Print only the lines below, from the very first to the one containing "1px #c9ccd7) drop-shadow(0", exactly as they stand. Do not print pictures.

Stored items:
★ ★ ★ ★

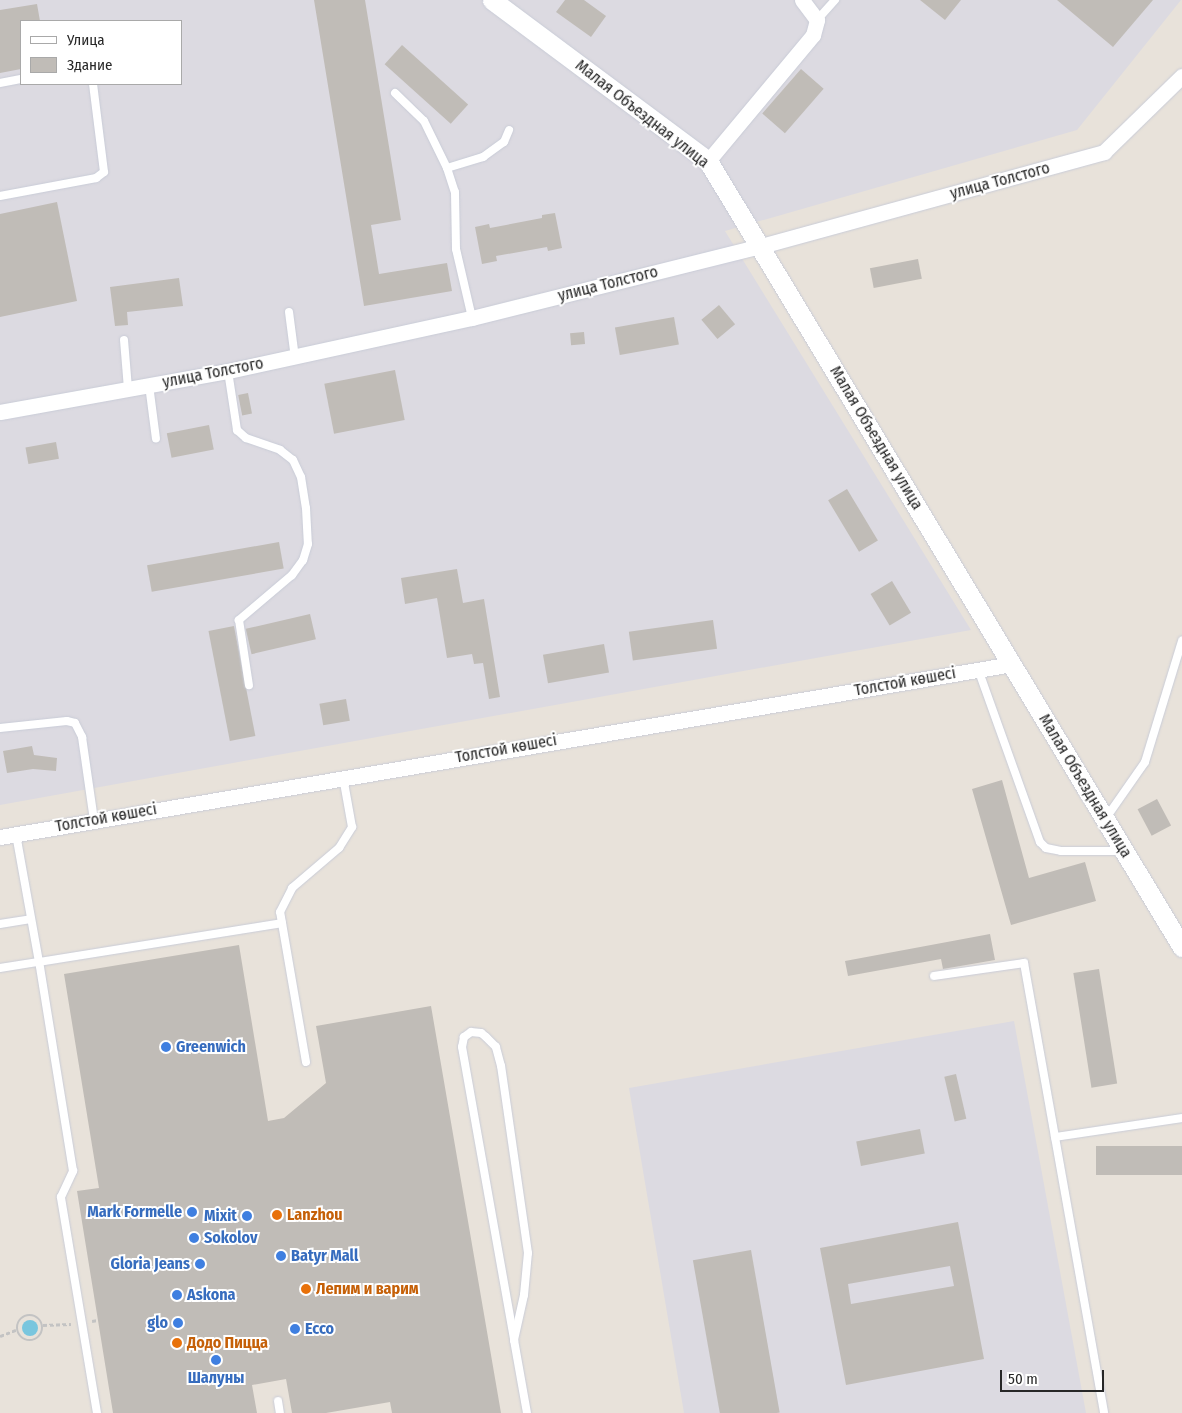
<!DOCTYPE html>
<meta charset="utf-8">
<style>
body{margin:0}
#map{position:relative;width:1182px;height:1413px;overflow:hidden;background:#e8e2da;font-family:"Fira Sans Condensed",sans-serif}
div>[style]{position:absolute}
.industrial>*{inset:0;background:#dcdae1}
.water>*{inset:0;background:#79c6de}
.round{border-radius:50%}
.building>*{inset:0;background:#c0bcb7;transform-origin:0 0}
.path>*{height:2.5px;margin-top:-1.25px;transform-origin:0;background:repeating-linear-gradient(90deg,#c3c3c3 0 4px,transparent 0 6.5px)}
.path>.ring{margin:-1.25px;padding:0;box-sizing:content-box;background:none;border:2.5px solid #c3c3c3;border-radius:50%}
.roads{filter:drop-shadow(0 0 1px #c9ccd7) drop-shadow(0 0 1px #c9ccd7)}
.service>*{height:8px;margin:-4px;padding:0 4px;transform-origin:4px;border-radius:4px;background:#fff}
.minor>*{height:15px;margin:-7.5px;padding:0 7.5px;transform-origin:7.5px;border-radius:7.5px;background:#fff}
.tertiary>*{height:19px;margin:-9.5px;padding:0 9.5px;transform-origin:9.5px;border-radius:9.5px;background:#fff}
.dots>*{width:14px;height:14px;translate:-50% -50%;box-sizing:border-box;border:2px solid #fff;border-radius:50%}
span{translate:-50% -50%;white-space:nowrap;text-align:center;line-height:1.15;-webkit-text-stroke:4px #fff;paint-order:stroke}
.street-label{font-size:16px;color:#272727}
.shop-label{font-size:16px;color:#366cbe;font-weight:700}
.left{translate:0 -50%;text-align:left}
.right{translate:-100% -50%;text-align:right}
.food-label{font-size:16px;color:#c56008;font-weight:700}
.legend{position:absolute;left:20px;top:20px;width:162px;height:65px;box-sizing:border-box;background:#fff;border:1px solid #a9a9a9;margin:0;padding:6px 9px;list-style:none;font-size:15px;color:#272727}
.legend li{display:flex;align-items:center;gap:10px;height:25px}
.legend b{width:25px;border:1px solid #a9a9a9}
.scale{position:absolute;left:1000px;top:1370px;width:104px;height:22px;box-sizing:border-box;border:2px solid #272727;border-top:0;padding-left:6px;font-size:15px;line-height:18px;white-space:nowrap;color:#272727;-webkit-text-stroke:4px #fff;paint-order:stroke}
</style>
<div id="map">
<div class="industrial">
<i style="clip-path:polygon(evenodd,0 0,1181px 0,1077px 130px,725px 231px,971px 630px,0 805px,0 0,21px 21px,181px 21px,181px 84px,21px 84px,21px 21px)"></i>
<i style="clip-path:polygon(1014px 1021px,1086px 1413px,684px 1413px,629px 1088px)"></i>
</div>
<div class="water">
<i class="round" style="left:22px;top:1320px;width:16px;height:16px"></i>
</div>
<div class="building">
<i style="clip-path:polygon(314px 0,365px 0,401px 220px,371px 225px,379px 274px,447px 263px,452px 291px,364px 306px)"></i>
<i style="clip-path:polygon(565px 0,584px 0,606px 16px,591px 37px,556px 12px)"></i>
<i style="clip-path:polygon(920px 0,961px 0,945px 20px)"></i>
<i style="clip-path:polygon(1057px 0,1153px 0,1113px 47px)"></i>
<i style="clip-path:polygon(37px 4px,40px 21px,21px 21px,21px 69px,0 73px,0 10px)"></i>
<i style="left:402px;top:45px;width:89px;height:26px;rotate:42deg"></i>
<i style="left:801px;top:69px;width:30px;height:59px;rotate:41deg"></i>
<i style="clip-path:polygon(57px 202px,77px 301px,0 317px,0 214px)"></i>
<i style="clip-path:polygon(555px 213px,562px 248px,548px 251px,547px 247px,496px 256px,497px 261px,482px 264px,475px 227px,489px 224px,490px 228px,542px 218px,542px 215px)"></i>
<i style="left:918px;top:259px;width:20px;height:49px;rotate:79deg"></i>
<i style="clip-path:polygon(179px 278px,183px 306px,127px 312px,128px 325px,115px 326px,110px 287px)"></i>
<i style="left:719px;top:305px;width:25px;height:23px;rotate:50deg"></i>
<i style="left:674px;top:317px;width:28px;height:60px;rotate:80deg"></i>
<i style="left:584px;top:332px;width:12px;height:14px;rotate:85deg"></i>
<i style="left:395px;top:370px;width:51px;height:72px;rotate:79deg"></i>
<i style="left:248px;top:393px;width:21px;height:10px;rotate:79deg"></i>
<i style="left:209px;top:425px;width:25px;height:43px;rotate:79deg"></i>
<i style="left:56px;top:442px;width:17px;height:31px;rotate:80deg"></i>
<i style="left:847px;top:489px;width:60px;height:22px;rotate:59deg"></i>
<i style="left:279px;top:542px;width:27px;height:134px;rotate:80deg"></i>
<i style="clip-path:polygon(457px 569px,463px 603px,484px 599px,500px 697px,489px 699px,483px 663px,474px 664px,472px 654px,447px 658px,437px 598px,405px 604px,401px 578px)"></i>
<i style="left:892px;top:581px;width:37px;height:25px;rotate:59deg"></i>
<i style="left:310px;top:614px;width:26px;height:66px;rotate:77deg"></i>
<i style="left:713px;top:620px;width:29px;height:85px;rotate:82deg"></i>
<i style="left:234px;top:626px;width:112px;height:26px;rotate:79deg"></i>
<i style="left:604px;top:644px;width:29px;height:62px;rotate:80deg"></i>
<i style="left:346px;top:699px;width:22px;height:27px;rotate:80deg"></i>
<i style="clip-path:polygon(32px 746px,34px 755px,57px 758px,56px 771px,33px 769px,7px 773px,3px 751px)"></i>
<i style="clip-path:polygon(1002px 780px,1029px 878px,1085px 862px,1096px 901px,1011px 925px,972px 789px)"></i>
<i style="left:1157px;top:799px;width:30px;height:22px;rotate:62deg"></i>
<i style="clip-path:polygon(990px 934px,995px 960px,943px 969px,941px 959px,848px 976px,845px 961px)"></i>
<i style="clip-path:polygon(239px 945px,268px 1121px,284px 1118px,326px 1083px,316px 1026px,431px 1006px,501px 1413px,392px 1413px,390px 1402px,326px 1413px,292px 1413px,286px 1379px,252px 1385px,257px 1413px,113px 1413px,77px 1191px,99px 1188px,64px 974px)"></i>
<i style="left:1099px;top:969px;width:116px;height:26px;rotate:81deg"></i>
<i style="left:956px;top:1074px;width:46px;height:12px;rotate:77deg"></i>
<i style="left:920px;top:1129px;width:25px;height:65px;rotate:79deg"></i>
<i style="left:1182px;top:1146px;width:29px;height:86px;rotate:90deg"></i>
<i style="clip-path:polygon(evenodd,958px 1222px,984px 1359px,846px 1385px,820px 1248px,958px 1222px,950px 1266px,954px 1286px,851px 1304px,848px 1284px,950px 1266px)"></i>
<i style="left:751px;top:1250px;width:165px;height:59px;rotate:80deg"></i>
</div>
<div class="path">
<i class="ring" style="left:17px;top:1315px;width:23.5px;height:23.5px"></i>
<i style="left:92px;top:1321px;width:6px;rotate:-9deg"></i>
<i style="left:43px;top:1325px;width:28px;rotate:-2deg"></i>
<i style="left:0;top:1336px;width:17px;rotate:-21deg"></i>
</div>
<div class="roads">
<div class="service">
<i style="left:817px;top:20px;width:27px;rotate:-48deg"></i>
<i style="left:0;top:83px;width:21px;rotate:-11deg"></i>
<i style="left:395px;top:93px;width:40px;rotate:44deg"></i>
<i style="left:424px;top:121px;width:52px;rotate:63.9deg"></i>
<i style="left:447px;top:168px;width:25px;rotate:72deg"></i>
<i style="left:455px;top:192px;width:57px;rotate:89deg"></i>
<i style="left:456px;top:249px;width:71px;rotate:76.9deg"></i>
<i style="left:447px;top:168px;width:38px;rotate:-17deg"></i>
<i style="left:483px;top:157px;width:26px;rotate:-36deg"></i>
<i style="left:504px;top:142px;width:13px;rotate:-67deg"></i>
<i style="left:0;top:196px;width:98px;rotate:-10.6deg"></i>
<i style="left:96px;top:178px;width:10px;rotate:-37deg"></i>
<i style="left:104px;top:172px;width:89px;rotate:-97.1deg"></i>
<i style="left:289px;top:312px;width:46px;rotate:82.6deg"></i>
<i style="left:124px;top:340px;width:49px;rotate:85.3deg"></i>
<i style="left:228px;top:371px;width:60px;rotate:81.3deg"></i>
<i style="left:237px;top:430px;width:12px;rotate:42deg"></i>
<i style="left:246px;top:438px;width:36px;rotate:19deg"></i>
<i style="left:280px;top:450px;width:16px;rotate:38deg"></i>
<i style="left:293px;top:460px;width:19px;rotate:65deg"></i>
<i style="left:301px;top:477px;width:31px;rotate:81deg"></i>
<i style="left:306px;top:508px;width:36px;rotate:87deg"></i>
<i style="left:308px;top:544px;width:17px;rotate:107deg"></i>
<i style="left:303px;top:560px;width:19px;rotate:126deg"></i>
<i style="left:292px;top:575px;width:70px;rotate:139.7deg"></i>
<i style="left:239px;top:620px;width:66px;rotate:81.3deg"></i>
<i style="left:149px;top:385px;width:54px;rotate:82.6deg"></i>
<i style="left:978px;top:669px;width:184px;rotate:70.3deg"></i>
<i style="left:1040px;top:842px;width:8px;rotate:45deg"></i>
<i style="left:1046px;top:848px;width:15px;rotate:11deg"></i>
<i style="left:1061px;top:851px;width:61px"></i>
<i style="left:0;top:728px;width:67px;rotate:-6deg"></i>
<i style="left:67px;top:721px;width:8px;rotate:14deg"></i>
<i style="left:75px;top:723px;width:16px;rotate:63deg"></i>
<i style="left:82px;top:737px;width:84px;rotate:81.8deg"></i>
<i style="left:1106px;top:818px;width:68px;rotate:-55.1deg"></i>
<i style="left:1145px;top:762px;width:127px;rotate:-73deg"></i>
<i style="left:0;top:924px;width:31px;rotate:-9deg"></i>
<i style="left:0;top:968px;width:39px;rotate:-9deg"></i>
<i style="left:39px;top:962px;width:130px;rotate:-100.2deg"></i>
<i style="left:934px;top:976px;width:91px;rotate:-8.2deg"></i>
<i style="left:1024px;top:963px;width:457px;rotate:79.9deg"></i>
<i style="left:306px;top:1062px;width:152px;rotate:-99.8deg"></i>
<i style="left:280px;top:912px;width:27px;rotate:-63deg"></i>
<i style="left:292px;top:888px;width:62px;rotate:-40.4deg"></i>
<i style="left:339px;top:848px;width:25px;rotate:-58deg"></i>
<i style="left:352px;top:827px;width:51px;rotate:-100.2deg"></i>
<i style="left:1055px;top:1137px;width:128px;rotate:-8.5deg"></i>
<i style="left:514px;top:1340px;width:46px;rotate:-77.5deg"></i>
<i style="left:524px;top:1295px;width:42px;rotate:-84.6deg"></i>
<i style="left:528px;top:1253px;width:189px;rotate:-98.2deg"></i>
<i style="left:501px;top:1066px;width:20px;rotate:-105deg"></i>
<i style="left:496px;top:1047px;width:14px;rotate:-135deg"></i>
<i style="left:486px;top:1037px;width:6px;rotate:-141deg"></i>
<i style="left:481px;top:1033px;width:10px;rotate:-174deg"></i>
<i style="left:471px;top:1032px;width:9px;rotate:144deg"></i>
<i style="left:464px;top:1037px;width:10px;rotate:101deg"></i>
<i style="left:462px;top:1047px;width:298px;rotate:79.9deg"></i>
<i style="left:514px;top:1340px;width:74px;rotate:79.9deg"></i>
<i style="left:278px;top:1401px;width:12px;rotate:81deg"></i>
<i style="left:97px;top:1413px;width:219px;rotate:-99.5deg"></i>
<i style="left:61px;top:1197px;width:29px;rotate:-65deg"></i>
<i style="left:73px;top:1171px;width:212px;rotate:-99.2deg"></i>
<i style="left:39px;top:962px;width:246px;rotate:-9.1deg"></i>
</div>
<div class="minor">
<i style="left:708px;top:161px;width:164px;rotate:-50.2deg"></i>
<i style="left:813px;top:35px;width:16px;rotate:-75deg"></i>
<i style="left:817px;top:20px;width:25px;rotate:-127deg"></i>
<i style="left:0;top:412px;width:232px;rotate:-10.2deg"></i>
<i style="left:228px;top:371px;width:250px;rotate:-12.3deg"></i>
<i style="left:472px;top:318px;width:298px;rotate:-14deg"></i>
<i style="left:761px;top:246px;width:356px;rotate:-15.3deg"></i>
<i style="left:1104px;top:152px;width:109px;rotate:-44.3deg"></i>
<i style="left:0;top:837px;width:1027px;rotate:-9.7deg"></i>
</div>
<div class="tertiary">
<i style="left:492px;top:0;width:269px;rotate:36.7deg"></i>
<i style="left:708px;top:161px;width:918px;rotate:58.91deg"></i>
</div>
</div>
<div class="dots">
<i style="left:166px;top:1047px;background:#3f7fe0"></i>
<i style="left:192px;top:1212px;background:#3f7fe0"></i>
<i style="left:277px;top:1215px;background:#e8710a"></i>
<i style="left:247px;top:1216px;background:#3f7fe0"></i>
<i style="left:194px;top:1238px;background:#3f7fe0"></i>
<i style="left:281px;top:1256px;background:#3f7fe0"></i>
<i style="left:200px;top:1264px;background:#3f7fe0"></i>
<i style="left:306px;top:1289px;background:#e8710a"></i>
<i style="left:177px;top:1295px;background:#3f7fe0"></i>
<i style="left:178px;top:1323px;background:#3f7fe0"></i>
<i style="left:295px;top:1329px;background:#3f7fe0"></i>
<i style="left:177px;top:1343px;background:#e8710a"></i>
<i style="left:216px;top:1360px;background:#3f7fe0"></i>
</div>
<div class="street-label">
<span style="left:642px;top:114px;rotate:38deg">Малая Объездная улица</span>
<span style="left:1000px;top:181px;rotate:-15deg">улица Толстого</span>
<span style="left:608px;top:284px;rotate:-14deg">улица Толстого</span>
<span style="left:213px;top:373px;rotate:-11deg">улица Толстого</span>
<span style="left:876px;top:438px;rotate:59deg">Малая Объездная улица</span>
<span style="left:905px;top:682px;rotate:-10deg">Толстой көшесі</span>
<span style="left:506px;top:749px;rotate:-10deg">Толстой көшесі</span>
<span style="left:1085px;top:786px;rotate:59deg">Малая Объездная улица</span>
<span style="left:106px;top:818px;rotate:-10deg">Толстой көшесі</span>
</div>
<div class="shop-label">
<span class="left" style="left:176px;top:1047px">Greenwich</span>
<span class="right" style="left:182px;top:1212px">Mark Formelle</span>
<span class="right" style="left:237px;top:1216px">Mixit</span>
<span class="left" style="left:204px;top:1238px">Sokolov</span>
<span class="left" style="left:291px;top:1256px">Batyr Mall</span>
<span class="right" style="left:190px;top:1264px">Gloria Jeans</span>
<span class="left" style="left:187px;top:1295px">Askona</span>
<span class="right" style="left:168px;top:1323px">glo</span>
<span class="left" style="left:305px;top:1329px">Ecco</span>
<span style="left:216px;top:1378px">Шалуны</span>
</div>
<div class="food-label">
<span class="left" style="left:287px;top:1215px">Lanzhou</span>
<span class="left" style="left:316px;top:1289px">Лепим и варим</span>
<span class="left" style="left:187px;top:1343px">Додо Пицца</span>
</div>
<ul class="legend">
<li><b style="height:6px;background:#fff"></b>Улица</li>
<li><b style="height:14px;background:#c0bcb7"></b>Здание</li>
</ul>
<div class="scale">50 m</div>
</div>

★ ★ ★ ★

OUTPUT FOR THIS EXERCISE.
<!DOCTYPE html>
<meta charset="utf-8">
<style>
body{margin:0}
#map{position:relative;width:1182px;height:1413px;overflow:hidden;background:#e8e2da;font-family:"Fira Sans Condensed",sans-serif}
div>[style]{position:absolute}
.industrial>*{inset:0;background:#dcdae1}
.water>*{inset:0;background:#79c6de}
.round{border-radius:50%}
.building>*{inset:0;background:#c0bcb7;transform-origin:0 0}
.path>*{height:2.5px;margin-top:-1.25px;transform-origin:0;background:repeating-linear-gradient(90deg,#c3c3c3 0 4px,transparent 0 6.5px)}
.path>.ring{margin:-1.25px;padding:0;box-sizing:content-box;background:none;border:2.5px solid #c3c3c3;border-radius:50%}
.roads{filter:drop-shadow(0 0 1px #c9ccd7) drop-shadow(0 0 1px #c9ccd7)}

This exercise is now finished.